Required work:
Would you retype the listing word for word, skipping its pictures?
###
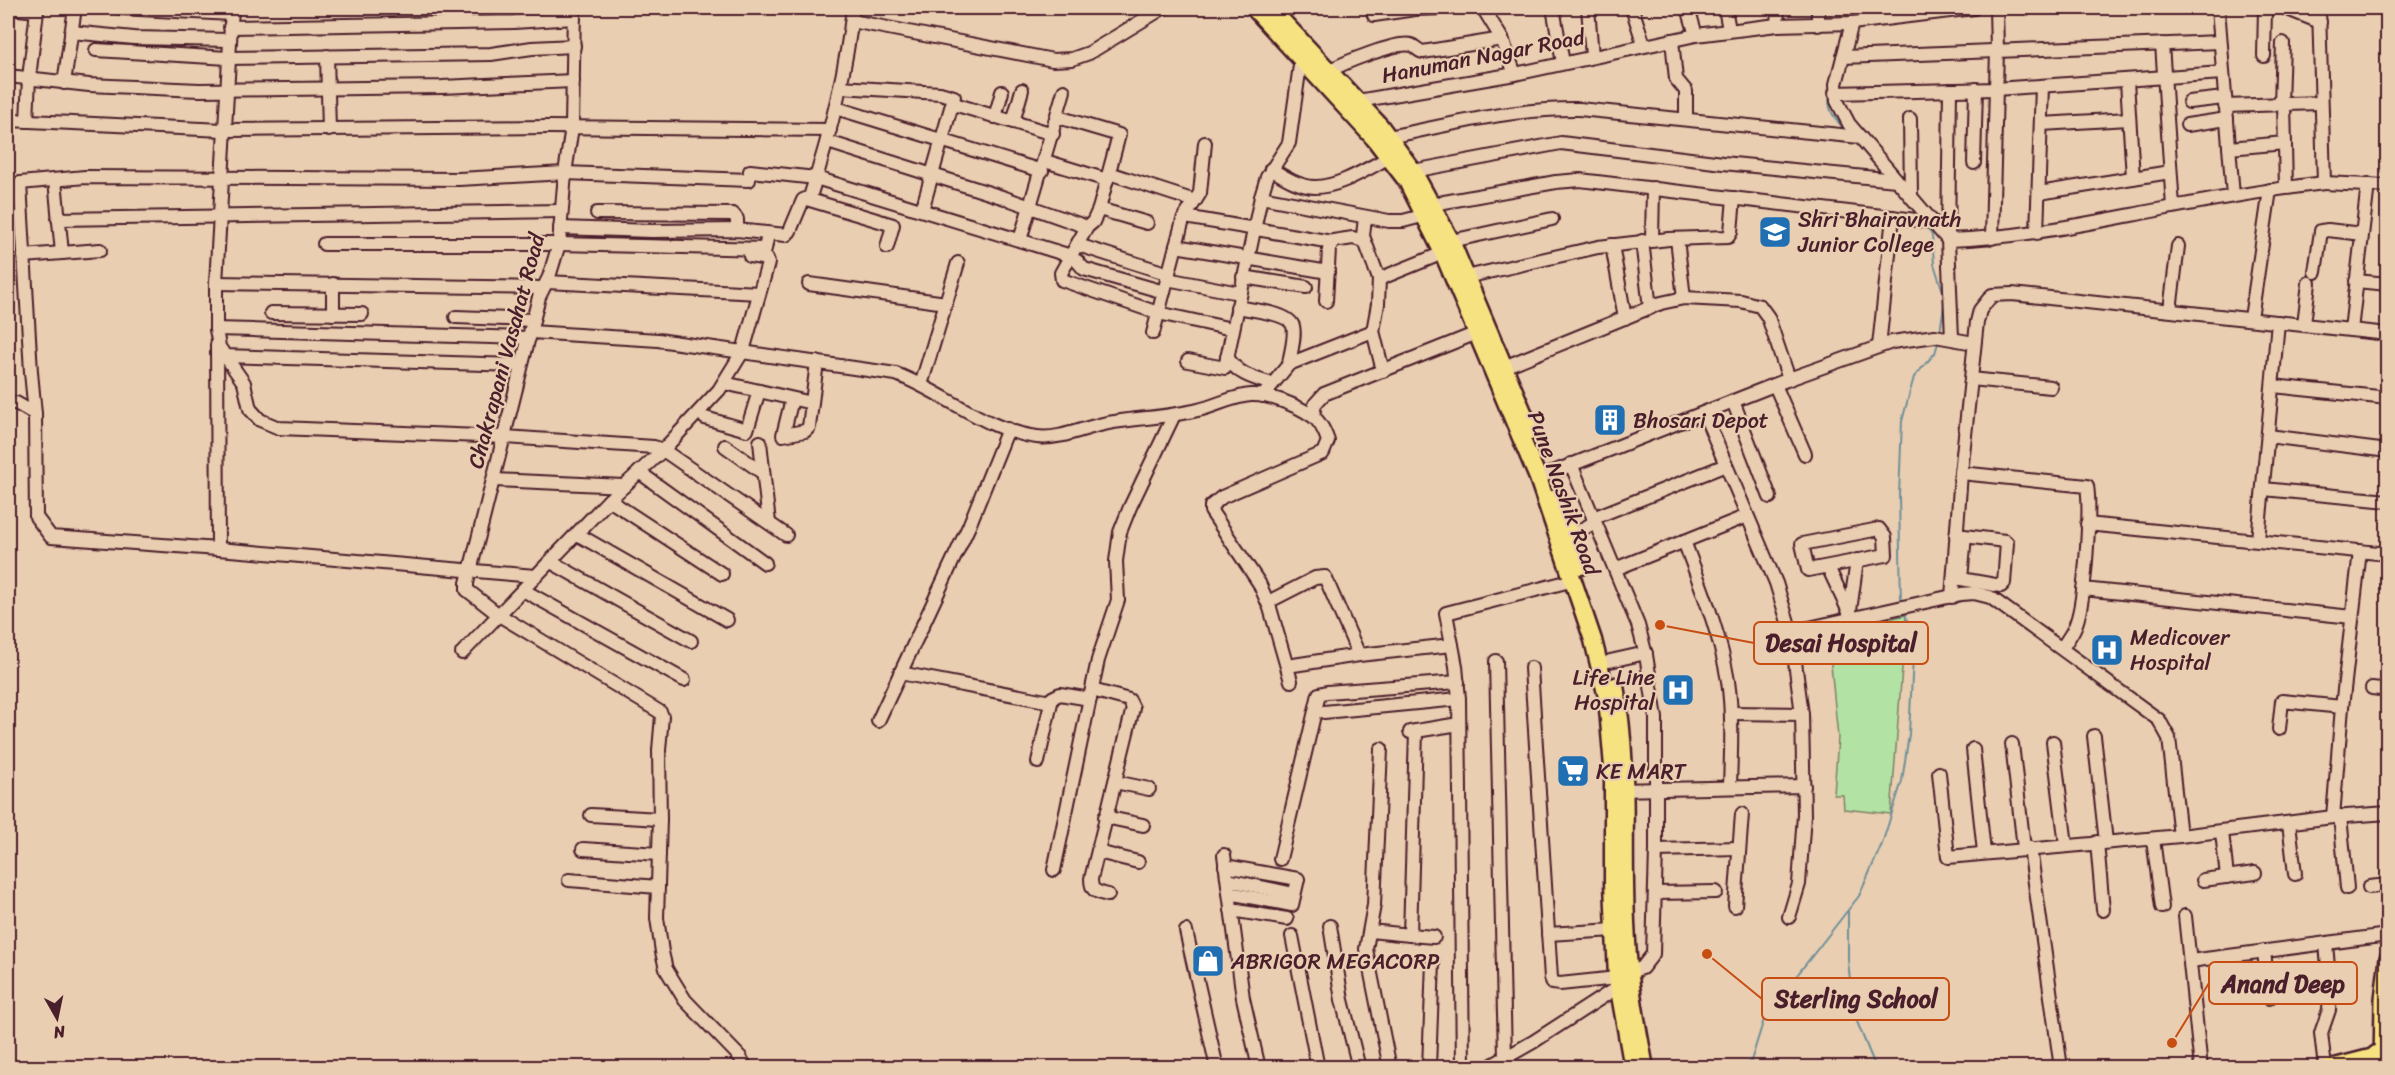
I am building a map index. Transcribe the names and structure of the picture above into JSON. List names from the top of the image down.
{
  "streets": {
    "highway": ["Pune Nashik Road"],
    "street": ["Hanuman Nagar Road", "Chakrapani Vasahat Road"]
  },
  "crossings": [
    ["Hanuman Nagar Road", "Pune Nashik Road"]
  ],
  "places": {
    "school or university": ["Shri Bhairavnath Junior College"],
    "building": ["Bhosari Depot"],
    "other": ["Desai Hospital", "Sterling School", "Anand Deep"],
    "hospital": ["Medicover Hospital", "Life Line Hospital"],
    "supermarket": ["KE MART"],
    "shop": ["ABRIGOR MEGACORP"]
  },
  "north": "bottom"
}
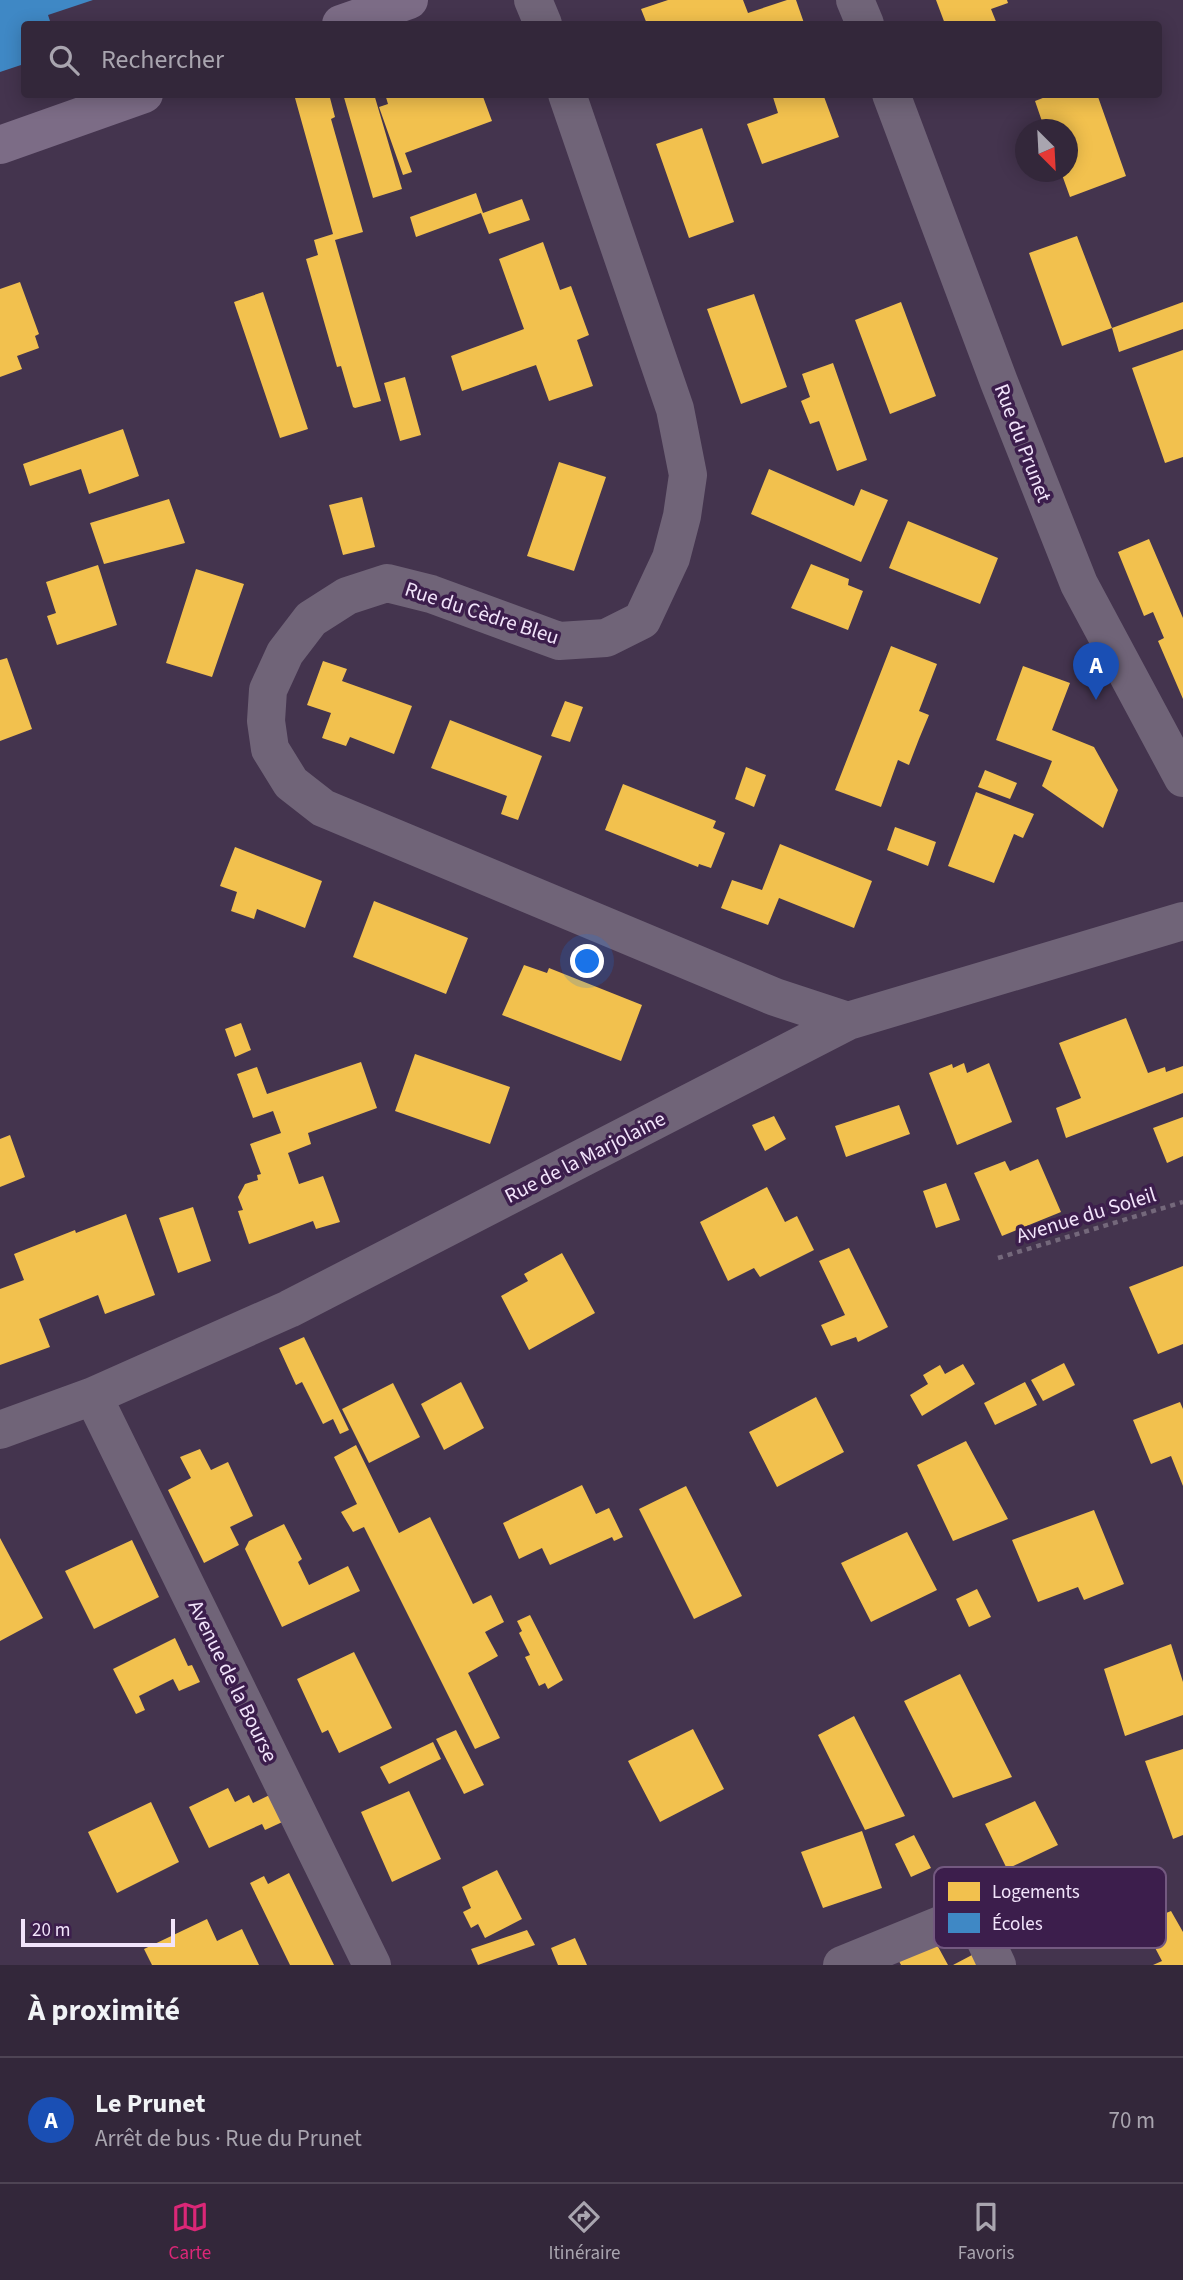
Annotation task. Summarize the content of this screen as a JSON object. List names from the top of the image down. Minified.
{"streets":{"street":["Rue du Prunet","Rue du Cèdre Bleu","Rue de la Marjolaine","Avenue de la Bourse"],"path":["Avenue du Soleil"]},"crossings":[["Rue du Cèdre Bleu","Rue de la Marjolaine"],["Rue de la Marjolaine","Avenue de la Bourse"]],"legend":["Logements","Écoles"],"scale_bar":"20 m","north":"bottom right","page":{"search":"Rechercher","pins":"A","scale":"20 m","heading":"À proximité","list":[{"mark":"A","name":"Le Prunet","note":"Arrêt de bus · Rue du Prunet","value":"70 m"}],"nav":["Carte","Itinéraire","Favoris"]}}
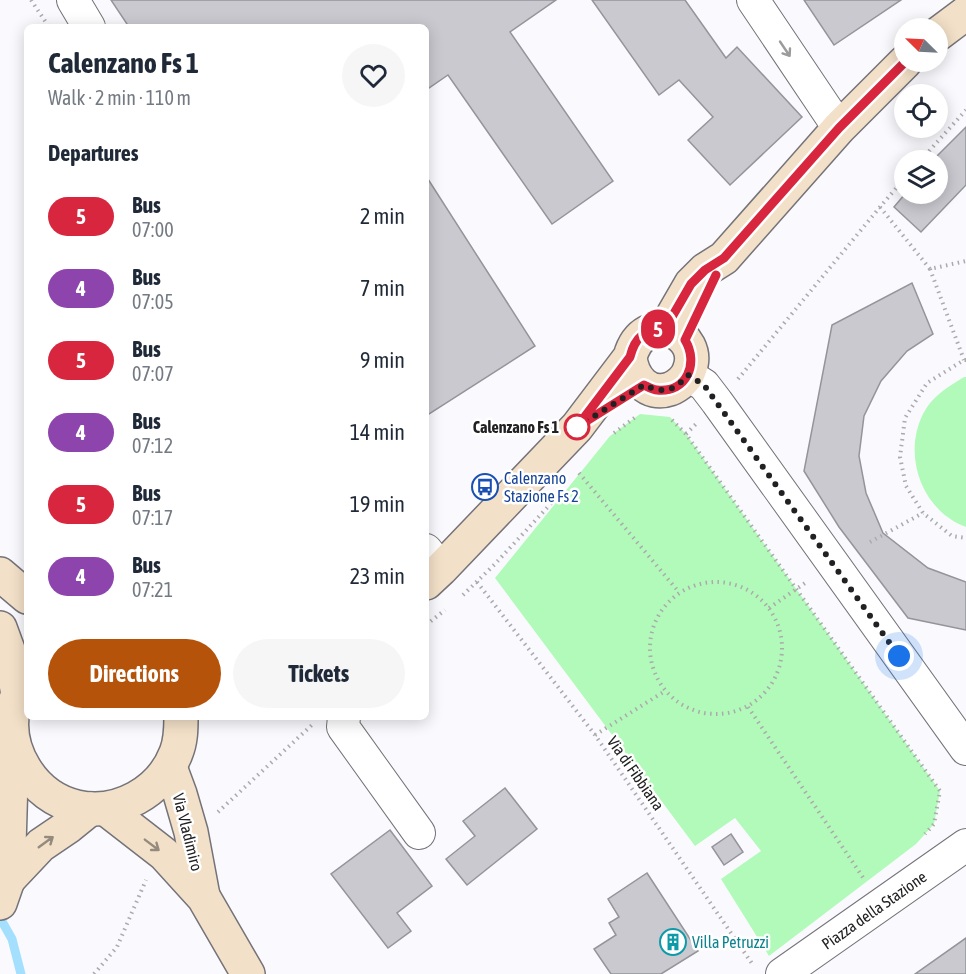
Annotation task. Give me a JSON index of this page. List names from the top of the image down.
###
Your response:
I am building a map index. Transcribe the names and structure of the picture above into JSON. List names from the top of the image down.
{
  "streets": {
    "highway": ["Pune Nashik Road"],
    "street": ["Hanuman Nagar Road", "Chakrapani Vasahat Road"]
  },
  "crossings": [
    ["Hanuman Nagar Road", "Pune Nashik Road"]
  ],
  "places": {
    "school or university": ["Shri Bhairavnath Junior College"],
    "building": ["Bhosari Depot"],
    "other": ["Desai Hospital", "Sterling School", "Anand Deep"],
    "hospital": ["Medicover Hospital", "Life Line Hospital"],
    "supermarket": ["KE MART"],
    "shop": ["ABRIGOR MEGACORP"]
  },
  "north": "bottom"
}
Annotation task. Summarize the content of this screen as a JSON object. List names from the top of the image down. Minified.
{"streets":{"street":["Rue du Prunet","Rue du Cèdre Bleu","Rue de la Marjolaine","Avenue de la Bourse"],"path":["Avenue du Soleil"]},"crossings":[["Rue du Cèdre Bleu","Rue de la Marjolaine"],["Rue de la Marjolaine","Avenue de la Bourse"]],"legend":["Logements","Écoles"],"scale_bar":"20 m","north":"bottom right","page":{"search":"Rechercher","pins":"A","scale":"20 m","heading":"À proximité","list":[{"mark":"A","name":"Le Prunet","note":"Arrêt de bus · Rue du Prunet","value":"70 m"}],"nav":["Carte","Itinéraire","Favoris"]}}
Annotation task. Give me a JSON index of this page. List names from the top of the image down.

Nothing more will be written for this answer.